Doch egal wer Papst wird: Claudine Hebie will ihrer Kirche treu bleiben.
„Früher hätte ich gesagt, ich bin Katholikin, weil meine Eltern es schon
waren“, sagt sie, nachdem sie ihren Mann Amadou begrüßt hat. „Heute weiß
ich, dass ich dahinterstehe.“ Sie steht auf, um aus der Küche den
zubereiteten Fisch zu holen.

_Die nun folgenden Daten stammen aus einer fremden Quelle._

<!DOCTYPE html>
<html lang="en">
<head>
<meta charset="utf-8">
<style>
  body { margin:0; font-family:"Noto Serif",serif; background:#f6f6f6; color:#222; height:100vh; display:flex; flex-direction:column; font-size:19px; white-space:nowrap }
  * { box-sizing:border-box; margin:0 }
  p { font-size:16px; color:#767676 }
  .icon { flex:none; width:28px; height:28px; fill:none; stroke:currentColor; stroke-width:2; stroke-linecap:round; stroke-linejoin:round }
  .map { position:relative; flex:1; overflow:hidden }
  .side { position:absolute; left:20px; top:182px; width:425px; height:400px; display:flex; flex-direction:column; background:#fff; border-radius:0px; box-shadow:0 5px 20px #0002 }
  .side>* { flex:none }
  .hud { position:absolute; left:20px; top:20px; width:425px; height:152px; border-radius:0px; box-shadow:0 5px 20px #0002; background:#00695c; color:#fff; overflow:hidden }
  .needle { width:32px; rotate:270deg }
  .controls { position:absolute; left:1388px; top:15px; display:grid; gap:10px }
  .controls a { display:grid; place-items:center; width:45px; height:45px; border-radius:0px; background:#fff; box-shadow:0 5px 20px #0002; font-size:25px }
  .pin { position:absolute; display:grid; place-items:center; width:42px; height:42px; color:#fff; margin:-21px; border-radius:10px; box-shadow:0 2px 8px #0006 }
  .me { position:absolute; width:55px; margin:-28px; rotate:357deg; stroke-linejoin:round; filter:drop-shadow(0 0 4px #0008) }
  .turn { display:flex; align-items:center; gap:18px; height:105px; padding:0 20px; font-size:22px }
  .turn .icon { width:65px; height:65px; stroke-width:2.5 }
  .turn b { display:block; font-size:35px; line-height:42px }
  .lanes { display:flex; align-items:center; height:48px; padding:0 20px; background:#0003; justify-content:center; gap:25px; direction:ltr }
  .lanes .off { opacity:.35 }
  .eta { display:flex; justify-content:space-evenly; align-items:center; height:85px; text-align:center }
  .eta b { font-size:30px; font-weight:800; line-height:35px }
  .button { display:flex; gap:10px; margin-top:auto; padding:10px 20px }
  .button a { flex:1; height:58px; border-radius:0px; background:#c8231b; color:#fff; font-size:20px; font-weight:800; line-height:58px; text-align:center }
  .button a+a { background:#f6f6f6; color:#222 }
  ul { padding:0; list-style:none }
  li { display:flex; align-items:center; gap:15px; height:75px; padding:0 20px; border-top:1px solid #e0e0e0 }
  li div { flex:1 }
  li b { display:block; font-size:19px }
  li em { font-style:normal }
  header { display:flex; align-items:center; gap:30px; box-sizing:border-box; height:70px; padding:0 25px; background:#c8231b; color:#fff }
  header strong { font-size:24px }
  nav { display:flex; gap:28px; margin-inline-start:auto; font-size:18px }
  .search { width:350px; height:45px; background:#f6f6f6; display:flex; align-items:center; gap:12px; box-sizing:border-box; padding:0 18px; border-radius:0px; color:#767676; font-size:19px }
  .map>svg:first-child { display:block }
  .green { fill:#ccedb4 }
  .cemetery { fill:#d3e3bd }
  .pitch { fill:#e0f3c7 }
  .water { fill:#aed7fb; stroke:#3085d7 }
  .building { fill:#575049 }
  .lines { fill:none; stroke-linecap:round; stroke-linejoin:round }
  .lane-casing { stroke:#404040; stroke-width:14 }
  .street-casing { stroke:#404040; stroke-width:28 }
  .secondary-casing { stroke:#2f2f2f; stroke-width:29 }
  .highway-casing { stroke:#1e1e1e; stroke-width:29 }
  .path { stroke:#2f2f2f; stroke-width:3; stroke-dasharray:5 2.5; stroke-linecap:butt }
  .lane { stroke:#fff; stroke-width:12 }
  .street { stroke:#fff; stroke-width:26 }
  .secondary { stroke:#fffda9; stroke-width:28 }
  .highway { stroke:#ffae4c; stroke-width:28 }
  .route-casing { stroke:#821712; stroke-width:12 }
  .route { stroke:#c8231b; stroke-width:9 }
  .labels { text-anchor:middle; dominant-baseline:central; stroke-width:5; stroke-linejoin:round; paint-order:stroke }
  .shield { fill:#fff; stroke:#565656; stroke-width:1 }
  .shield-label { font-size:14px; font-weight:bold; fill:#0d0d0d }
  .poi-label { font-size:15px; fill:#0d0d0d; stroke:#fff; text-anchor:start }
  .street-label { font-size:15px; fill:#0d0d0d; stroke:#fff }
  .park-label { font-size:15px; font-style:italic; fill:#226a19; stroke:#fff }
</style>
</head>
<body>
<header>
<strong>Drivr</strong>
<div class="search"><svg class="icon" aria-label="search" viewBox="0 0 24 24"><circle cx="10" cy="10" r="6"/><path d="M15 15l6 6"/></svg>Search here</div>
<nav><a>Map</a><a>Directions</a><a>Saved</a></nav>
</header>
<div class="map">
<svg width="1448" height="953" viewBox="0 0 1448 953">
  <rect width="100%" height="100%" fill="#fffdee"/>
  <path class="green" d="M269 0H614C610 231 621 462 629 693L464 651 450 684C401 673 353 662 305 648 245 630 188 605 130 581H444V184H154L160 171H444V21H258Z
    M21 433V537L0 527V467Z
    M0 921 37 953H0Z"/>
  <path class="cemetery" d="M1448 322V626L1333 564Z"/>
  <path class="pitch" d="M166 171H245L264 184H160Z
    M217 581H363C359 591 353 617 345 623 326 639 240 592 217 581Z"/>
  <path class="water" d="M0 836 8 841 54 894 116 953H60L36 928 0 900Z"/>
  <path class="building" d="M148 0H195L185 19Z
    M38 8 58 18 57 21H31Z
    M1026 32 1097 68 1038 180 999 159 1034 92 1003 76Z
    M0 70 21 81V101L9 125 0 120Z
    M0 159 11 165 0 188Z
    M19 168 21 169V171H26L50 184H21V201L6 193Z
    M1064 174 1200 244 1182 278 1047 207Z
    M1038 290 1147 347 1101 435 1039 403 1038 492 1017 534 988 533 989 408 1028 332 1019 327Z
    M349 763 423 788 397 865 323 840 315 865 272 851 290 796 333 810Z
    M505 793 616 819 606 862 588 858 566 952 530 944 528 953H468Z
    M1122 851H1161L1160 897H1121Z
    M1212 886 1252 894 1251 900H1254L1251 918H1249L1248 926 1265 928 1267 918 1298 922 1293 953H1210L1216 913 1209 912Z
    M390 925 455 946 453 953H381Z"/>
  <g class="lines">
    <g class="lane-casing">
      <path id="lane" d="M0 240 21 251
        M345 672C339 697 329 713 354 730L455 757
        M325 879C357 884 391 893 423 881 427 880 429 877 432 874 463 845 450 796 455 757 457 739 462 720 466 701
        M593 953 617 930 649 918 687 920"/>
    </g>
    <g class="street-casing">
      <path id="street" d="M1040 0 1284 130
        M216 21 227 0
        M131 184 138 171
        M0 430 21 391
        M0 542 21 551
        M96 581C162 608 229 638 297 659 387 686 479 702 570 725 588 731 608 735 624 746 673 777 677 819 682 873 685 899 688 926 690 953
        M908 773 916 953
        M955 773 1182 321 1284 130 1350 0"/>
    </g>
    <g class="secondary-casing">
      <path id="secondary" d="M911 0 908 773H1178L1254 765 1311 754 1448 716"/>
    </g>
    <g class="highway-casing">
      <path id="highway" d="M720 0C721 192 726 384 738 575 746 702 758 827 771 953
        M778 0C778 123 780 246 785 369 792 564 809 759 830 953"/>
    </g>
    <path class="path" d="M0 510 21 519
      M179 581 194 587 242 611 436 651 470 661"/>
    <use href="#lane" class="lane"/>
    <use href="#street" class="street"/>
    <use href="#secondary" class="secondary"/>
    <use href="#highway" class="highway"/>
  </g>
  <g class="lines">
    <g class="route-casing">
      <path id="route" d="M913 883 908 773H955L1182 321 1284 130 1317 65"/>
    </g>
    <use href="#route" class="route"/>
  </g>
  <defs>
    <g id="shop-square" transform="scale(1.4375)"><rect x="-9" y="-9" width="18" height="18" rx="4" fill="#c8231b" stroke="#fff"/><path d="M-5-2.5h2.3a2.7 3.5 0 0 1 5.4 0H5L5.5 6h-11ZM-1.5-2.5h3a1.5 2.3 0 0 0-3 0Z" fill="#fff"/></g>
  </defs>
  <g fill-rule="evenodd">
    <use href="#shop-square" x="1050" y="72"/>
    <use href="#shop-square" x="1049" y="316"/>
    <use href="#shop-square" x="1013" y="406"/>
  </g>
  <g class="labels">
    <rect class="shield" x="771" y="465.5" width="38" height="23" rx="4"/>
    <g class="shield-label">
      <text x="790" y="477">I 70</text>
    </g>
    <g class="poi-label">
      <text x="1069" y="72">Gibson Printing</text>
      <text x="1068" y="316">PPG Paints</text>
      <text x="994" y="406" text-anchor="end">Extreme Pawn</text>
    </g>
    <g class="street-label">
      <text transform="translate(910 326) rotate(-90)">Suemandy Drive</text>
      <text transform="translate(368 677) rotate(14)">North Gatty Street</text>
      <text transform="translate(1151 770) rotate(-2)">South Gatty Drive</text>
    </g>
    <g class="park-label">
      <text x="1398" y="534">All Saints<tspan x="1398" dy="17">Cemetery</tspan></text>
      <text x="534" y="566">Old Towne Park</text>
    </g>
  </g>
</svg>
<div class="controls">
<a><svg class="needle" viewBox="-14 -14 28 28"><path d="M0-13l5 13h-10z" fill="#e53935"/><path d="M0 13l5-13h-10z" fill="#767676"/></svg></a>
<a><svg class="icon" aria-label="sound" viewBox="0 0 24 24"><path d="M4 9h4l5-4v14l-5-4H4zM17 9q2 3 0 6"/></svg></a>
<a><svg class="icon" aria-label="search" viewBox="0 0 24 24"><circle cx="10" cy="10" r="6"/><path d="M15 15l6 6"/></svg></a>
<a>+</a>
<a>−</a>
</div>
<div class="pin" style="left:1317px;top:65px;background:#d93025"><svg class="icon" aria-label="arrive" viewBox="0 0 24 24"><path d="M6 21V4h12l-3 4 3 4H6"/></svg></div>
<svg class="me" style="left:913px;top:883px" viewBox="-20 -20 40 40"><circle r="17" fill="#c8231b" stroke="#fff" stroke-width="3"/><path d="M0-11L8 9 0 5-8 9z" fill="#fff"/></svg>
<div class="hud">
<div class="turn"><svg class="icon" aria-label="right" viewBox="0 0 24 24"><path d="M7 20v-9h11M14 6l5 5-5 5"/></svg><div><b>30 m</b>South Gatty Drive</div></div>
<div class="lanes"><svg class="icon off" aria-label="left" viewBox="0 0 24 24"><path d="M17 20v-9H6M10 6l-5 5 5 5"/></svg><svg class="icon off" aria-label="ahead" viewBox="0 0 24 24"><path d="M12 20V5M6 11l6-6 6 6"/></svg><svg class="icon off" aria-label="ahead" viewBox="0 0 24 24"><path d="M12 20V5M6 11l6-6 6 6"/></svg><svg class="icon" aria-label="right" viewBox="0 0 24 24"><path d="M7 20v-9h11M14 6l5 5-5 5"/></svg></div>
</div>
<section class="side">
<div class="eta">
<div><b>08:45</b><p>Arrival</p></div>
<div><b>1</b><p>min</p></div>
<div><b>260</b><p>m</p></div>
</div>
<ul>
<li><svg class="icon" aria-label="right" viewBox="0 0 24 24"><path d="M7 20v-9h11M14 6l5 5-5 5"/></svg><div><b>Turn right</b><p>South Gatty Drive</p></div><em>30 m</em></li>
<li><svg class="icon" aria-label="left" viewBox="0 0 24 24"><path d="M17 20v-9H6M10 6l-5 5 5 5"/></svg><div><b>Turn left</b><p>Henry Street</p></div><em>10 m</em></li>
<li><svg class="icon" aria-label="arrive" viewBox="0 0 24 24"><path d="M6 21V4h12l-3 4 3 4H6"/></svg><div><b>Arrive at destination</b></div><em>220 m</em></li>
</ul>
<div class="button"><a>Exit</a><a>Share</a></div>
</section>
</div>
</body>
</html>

Als sie mit dem Topf zurückkommt, fällt ihr
aber noch etwas ein, das sie sich von ihrer Kirche wünscht.
Mehr Respekt, mehr Inbrunst, mehr Leidenschaft. „Manchmal habe ich das
Gefühl, dass die Menschen im Gottesdienst nicht ernst genug bei der Sache
sind“, sagt Claudine Hebie. Auf eine Diskussion über das Zölibat, pädophile
Priester oder gleichgeschlechtliche Liebe will sie sich nicht einlassen.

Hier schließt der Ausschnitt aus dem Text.